Generously he concludes “If you want to chat, I am just a message away. Perhaps you just want to chat because there is someone you love who is in my shoes. Perhaps you want to chat because you disagree with every point that I have made. I am open to chat, but know I might not respond to your message right away. I am still healing and growing on this journey.
But let’s not do this journey alone.”
Crossway, like many churches throughout my city of Melbourne do some wonderful things in their communities and provide love and support to their members. Isn’t it time though for a public apology for all the Lachies who have been so terribly hurt and abused by a society that declared “being Lachie was a choice”.
In homophobic nations, often driven by conservative religious beliefs whether Christian, Moslem or other, words literally kill. For the queer folk we are supporting in Kenya, excluded from their families, their careers, and their nation the ramifications of hateful preachers are clear. In Kakuma Refugee Camp or in Nairobi the threat of starvation, violent physical and sexual attacks, denial of medical care and food, and death itself is never far away.

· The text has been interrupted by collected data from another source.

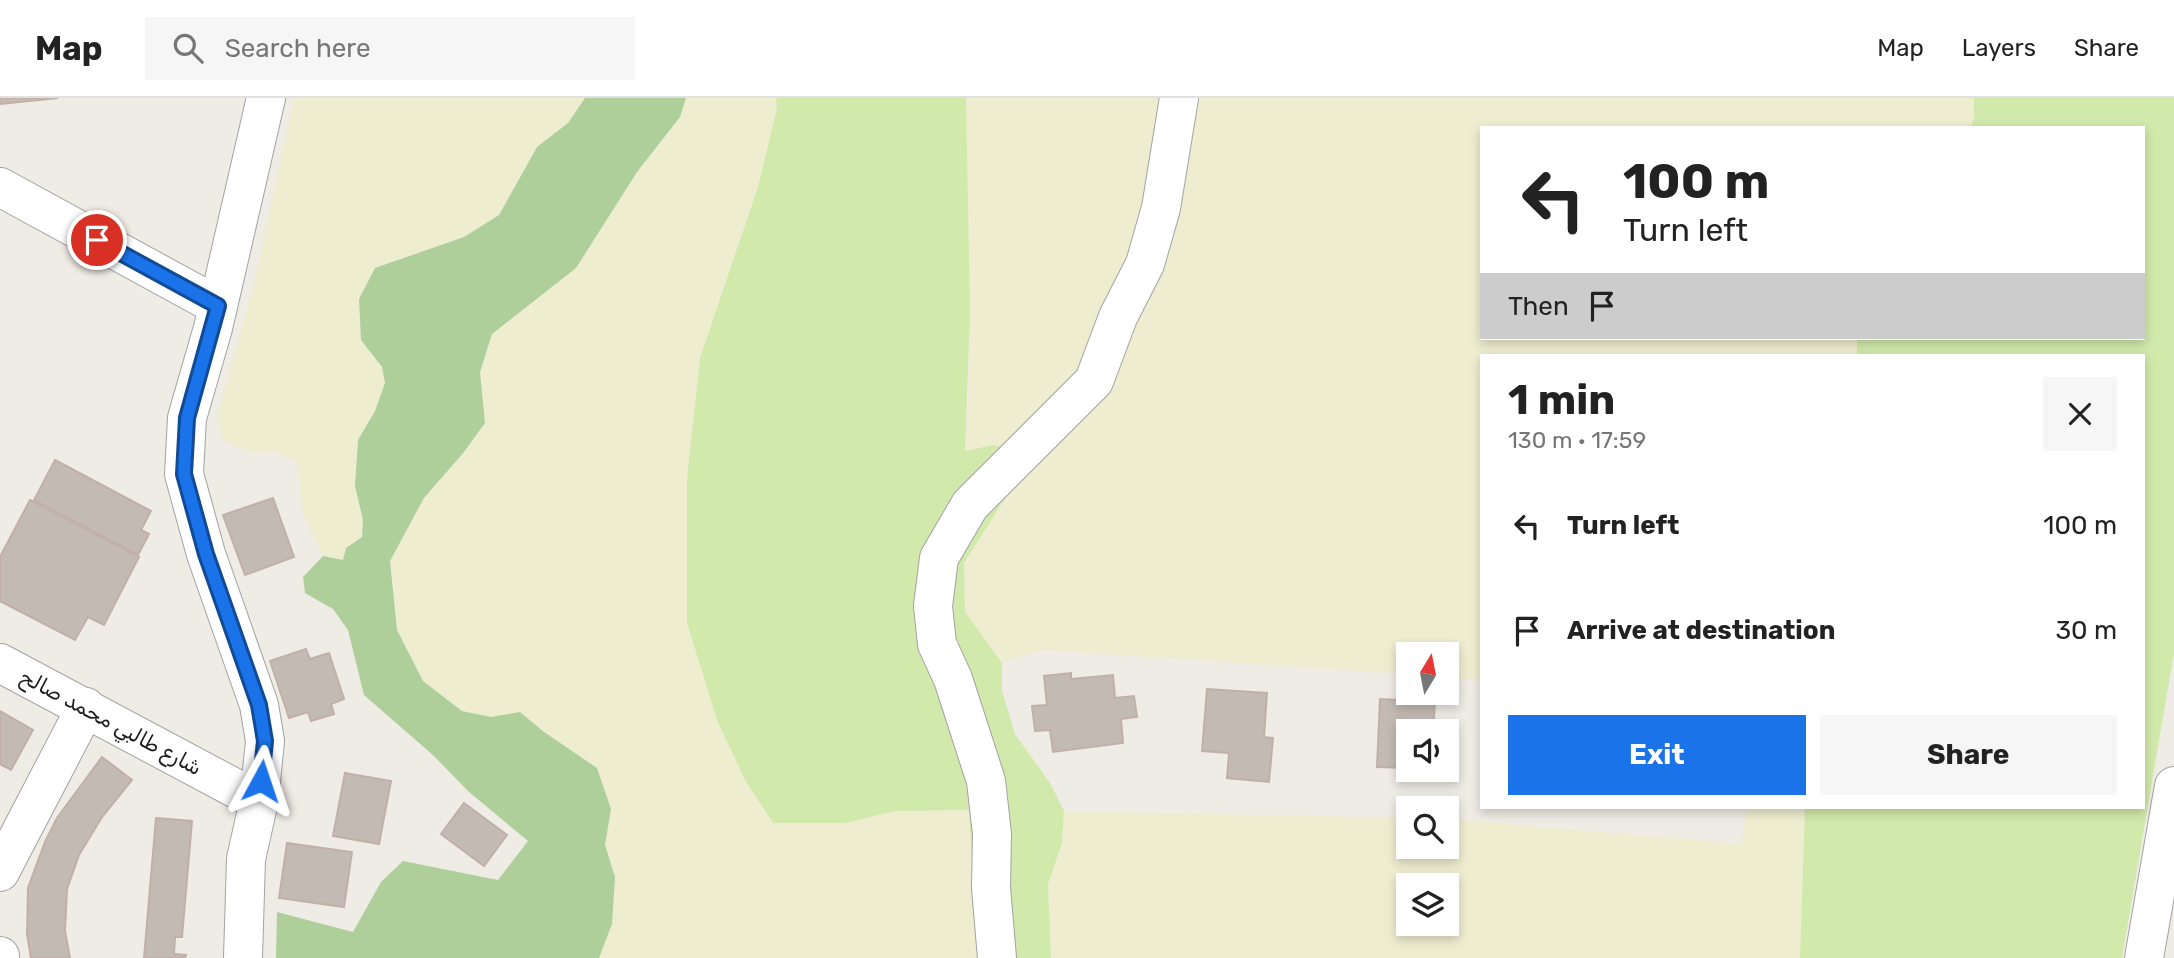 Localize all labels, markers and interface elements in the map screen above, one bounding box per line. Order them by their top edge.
search box [145,17,635,80]
text: Map [35,29,103,68]
icon: search [169,29,207,67]
text: Search here [225,33,370,64]
text: Map [1877,34,1924,62]
text: Layers [1962,34,2036,62]
text: Share [2074,34,2139,62]
text: 100 m [1623,152,1769,210]
icon: left [1508,154,1599,245]
pin [67,210,127,270]
text: Turn left [1623,211,1748,249]
icon: arrive [78,221,116,259]
icon: arrive [1583,287,1621,325]
text: Then [1508,291,1569,322]
text: 1 min [1508,375,1615,425]
button: close [2043,377,2117,451]
text: 130 m · 17:59 [1508,426,1646,454]
icon: left [1508,507,1546,545]
text: Turn left [1567,510,1679,541]
text: 100 m [2043,510,2117,541]
icon: arrive [1508,612,1546,650]
text: Arrive at destination [1567,615,1835,646]
text: 30 m [2055,615,2117,646]
north arrow [1396,642,1460,705]
map controls [1396,642,1459,936]
street label: شارع طالبي محمد صالح [14,663,206,784]
button: Exit [1508,715,1806,795]
button: Share [1820,715,2117,795]
button: sound [1396,719,1459,782]
position arrow [224,744,298,818]
button: search [1396,796,1459,859]
button: layers [1396,873,1459,936]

Where are the Christians who will stand with us for the love of God? Often, the love, support and care of atheists and agnostics put conservative “believers'' to shame when they won’t be seen as joining with people of various sexualities, races and beliefs to say enough is enough. I have atheist friends of whom I can say they are known by their love when the Bible claims Christians should be.
The next chapter features Belgium born Catholic priest, Father Damien whose love was clearly seen in his care of lepers in Hawaii. At the end of the 19th century and beginning of the 20th Century he touched lepers with genuine love and kindness when so many others shunned them. The chapter also features my friend, Emmanuel Kiyimba, a young gay refugee, an orphan from Uganda who you could say follows the example of Father Damien. The loving care he shows for those around him whether queer or not demonstrates that he is truly known by kindness, love and humility. Emmanuel heads our Kakuma Camp Uganda team and like Father Damien his empathy is inspired by his Christian faith.